Chihuahualover321 days ago

I feel your pain. I was told also they would keep an eye on things. No one did. I'm 2 points above being on the transplant list. I would suggest an appointment with a dietician. I'm waiting for her to call me, but there are so many diet restrictions I feel like I need a professional to help me with my new diet. Good luck and God speed.

kimilee81 in reply to Chihuahualover32 days ago

I suggest going online to you tube and type in Dad vice tv. They can help with videos and dr. RosinskyIs a kidney doctor. He's on there alot. He relieved me from being scared and confused. I hope this helps.

Reply (0)Report

Bassetmommer21 days ago

My first recommendation to you is switch doctors. The fact that they have not referred you to a Nephrologist is negligence. Old school was to wait until stage 4 when it is too late to do anything. If you do not need a referral, look up nephrologist in your area and make an appointment.

Whoever told you that your lifespan has been shorten is wrong. If that was the doctor, again, just another reason to run, not walk from him/her. It is not necessarily true. There are many things you can do. Diet is the main thing and you are already learning about that. If you can get to a renal dietician, all the better. Low salt, no read meat, lots of veggies is the basic plan.

You did not say if you were diabetic. Even so, there are some new medications out there that are proving to slow the decline of kidney disease. Your doctor should be aware of them. Farxiga is one and I am not sure of the names of the rest.

And...keep this in your head at all times. You can control this. YOU are in charge of your disease, not the other way around. Watch your diet carefully. Get some exercise like walking. Drink water, at least 72 ounces unless you have a heart condition. Again this is something your doctor should have told you.

They told me in 2018, (I was in stage 4) I would be on dialysis in 6 months. I did not go on dialysis for 6 YEARS. All diet and healthy living. Remember, there are treatments such as dialysis and transplant with CKD. You should find out where the local transplant center is and what their requirements are. You are not there yet because it is usually a GFR of 20 or less to start the conversation, but it helps to learn about transplant.

Ask questions here. We are a great support group.

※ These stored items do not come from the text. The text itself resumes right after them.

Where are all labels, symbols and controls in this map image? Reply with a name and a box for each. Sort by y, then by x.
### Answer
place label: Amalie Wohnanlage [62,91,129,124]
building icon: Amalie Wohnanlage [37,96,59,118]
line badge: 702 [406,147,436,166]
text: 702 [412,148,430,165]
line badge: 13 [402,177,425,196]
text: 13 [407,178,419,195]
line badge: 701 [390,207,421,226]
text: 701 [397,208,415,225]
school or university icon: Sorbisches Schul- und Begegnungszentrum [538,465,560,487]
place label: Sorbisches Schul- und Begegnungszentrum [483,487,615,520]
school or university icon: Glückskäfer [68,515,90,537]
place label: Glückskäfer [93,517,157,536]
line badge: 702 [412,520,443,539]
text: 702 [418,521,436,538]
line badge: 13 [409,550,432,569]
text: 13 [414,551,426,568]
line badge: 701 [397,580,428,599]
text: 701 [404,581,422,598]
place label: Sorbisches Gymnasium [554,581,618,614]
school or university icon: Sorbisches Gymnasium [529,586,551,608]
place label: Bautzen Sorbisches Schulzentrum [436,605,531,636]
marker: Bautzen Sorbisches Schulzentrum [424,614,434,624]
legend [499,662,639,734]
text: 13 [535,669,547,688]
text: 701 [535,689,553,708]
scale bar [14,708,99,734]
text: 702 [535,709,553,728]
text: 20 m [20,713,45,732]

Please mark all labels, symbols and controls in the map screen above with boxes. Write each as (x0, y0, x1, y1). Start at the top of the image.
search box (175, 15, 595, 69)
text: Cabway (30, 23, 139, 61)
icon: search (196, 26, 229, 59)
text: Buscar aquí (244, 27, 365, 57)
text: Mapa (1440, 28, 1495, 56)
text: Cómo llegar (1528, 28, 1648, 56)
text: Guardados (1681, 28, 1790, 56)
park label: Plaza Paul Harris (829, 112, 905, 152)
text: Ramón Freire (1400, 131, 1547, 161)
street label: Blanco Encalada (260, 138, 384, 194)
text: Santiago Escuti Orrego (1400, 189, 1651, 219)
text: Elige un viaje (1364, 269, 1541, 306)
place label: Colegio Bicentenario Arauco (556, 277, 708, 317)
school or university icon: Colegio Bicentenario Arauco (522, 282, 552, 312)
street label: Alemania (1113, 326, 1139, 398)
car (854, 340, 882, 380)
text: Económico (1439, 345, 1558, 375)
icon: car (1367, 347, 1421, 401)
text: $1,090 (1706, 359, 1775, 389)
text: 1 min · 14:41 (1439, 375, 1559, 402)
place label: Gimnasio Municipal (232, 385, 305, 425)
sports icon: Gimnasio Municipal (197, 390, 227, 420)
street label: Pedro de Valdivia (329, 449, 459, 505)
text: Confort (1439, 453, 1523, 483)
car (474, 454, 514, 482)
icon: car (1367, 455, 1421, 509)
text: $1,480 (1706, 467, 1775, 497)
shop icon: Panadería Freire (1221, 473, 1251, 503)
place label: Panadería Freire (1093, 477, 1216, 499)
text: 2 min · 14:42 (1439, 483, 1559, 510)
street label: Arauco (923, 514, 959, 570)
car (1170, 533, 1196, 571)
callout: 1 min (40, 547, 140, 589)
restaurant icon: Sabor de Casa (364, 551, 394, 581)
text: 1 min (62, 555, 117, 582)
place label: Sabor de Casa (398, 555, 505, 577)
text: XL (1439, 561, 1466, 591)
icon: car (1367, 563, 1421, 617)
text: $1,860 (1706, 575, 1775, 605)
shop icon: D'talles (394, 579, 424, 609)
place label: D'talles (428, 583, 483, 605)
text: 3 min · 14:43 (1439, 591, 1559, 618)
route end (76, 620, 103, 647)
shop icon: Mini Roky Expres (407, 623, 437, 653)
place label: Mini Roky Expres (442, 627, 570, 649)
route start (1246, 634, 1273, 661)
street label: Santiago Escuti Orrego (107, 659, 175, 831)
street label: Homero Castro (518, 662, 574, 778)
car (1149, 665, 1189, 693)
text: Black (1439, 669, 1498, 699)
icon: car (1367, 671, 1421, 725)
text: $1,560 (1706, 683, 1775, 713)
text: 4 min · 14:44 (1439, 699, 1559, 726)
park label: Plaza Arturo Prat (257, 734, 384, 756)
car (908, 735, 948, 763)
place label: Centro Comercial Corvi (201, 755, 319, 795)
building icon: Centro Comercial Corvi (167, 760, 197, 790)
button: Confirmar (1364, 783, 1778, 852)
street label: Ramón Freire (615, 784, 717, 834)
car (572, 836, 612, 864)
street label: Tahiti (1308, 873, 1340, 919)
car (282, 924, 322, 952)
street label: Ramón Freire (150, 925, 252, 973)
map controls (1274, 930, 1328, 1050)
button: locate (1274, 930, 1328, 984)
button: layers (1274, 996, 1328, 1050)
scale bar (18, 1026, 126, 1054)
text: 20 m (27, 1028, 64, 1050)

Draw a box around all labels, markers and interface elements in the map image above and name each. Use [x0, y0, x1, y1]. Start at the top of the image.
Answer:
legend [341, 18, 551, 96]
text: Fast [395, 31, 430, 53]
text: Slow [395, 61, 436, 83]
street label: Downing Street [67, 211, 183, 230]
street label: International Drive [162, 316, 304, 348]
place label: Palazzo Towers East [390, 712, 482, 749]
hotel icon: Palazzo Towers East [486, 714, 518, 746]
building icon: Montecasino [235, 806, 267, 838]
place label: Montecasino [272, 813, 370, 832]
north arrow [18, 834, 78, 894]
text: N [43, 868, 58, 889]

WYOAnneNKF Ambassador21 days ago

You need to look at the NKF website to find out info on CKD. They even have diet suggestions and recipes "kidney.org" Can go to SUPPORT and find reliable information. Even on this site a lot of information is on the right side of this page. When reading replies, click on the column on the right - EXPLORE NKF'S KIDNEY LEARNING CENTER.

drmind21 days ago

Join the group, i.e. finding out about having CKD when its in GFR 3 zone. A lot of people on this forum experienced the same thing. While it can be scary and confusing, know that this news does not have to shorten your life. I was much older than you when I found out and I've been at GFR 3b for about 7 to 8 years. Educate yourself, see a nephrologist, watch your diet, exercise as much as you can, drink your water, and avoid NSAIDS and red meat and dark soft drinks. Diet menus can be confusing as they depend on your labs as well as any medical conditions you have. You will find lots of menus out there as your educate yourself, but not all will be appropriate for your situation. Remember diet to your labs AND your medical conditions. Good luck and stay in touch.

Oceanviewed21 days ago

Da Vita web site has good recipes for renal diets. Was in stage 3 for many years. Really important to follow renal diet . Low salt no red meat low potassium and phosphate. It gets rather boring after a while but once you have done regular labs for a while you will be able to eat according to your labs. I have a hard time with phosphate but no problems yet with potassium. Am now stage 4 and just got a fistula in case I need dialysis soon. GFR currently 15. You can have a long life - I will be 84 next birthday so dont listen to that.

Ziggydoodah19 days ago

I think EVERYONE felt this way, when they were first diagnosed! I was only flagged up by a GP locum, who couldn't believe I hadn't been referred to a specialist based in my "monitor" results. You are still in shock. After 9 years on this blasted journey, I will give you my advice. First of all, have a good cry about it. You have had a huge shock and you have every right to feel upset. Then knowledge is power. You have already started reading up on diet etc, which is great. Do not rely on your medical team 100%. I am probably being quite controversial here but I followed their advice to the letter, when diagnosed. I was pumped full of high doeses of steroids and my life was hell. When I asked about a plant based diet etc, I was told not to bother. If I had my time again, I would go plant based etc. I have found talking to family and friends, ok but they just don't get it. This community does get it. No matter what you are experiencing mentally or physically, someone on here can relate. I call this my safe place. People on here get it. Some of the members on here have more knowledge than some of my health staff etc. So my advice, lick your wounds and then get on with it. Treat it like a part-time job. Do your research on everything. It will be one step forward and ten back sometimes. However I wish I was given a second chance, when I was first diagnosed. I would have done things so differently. Good luck, you have got this!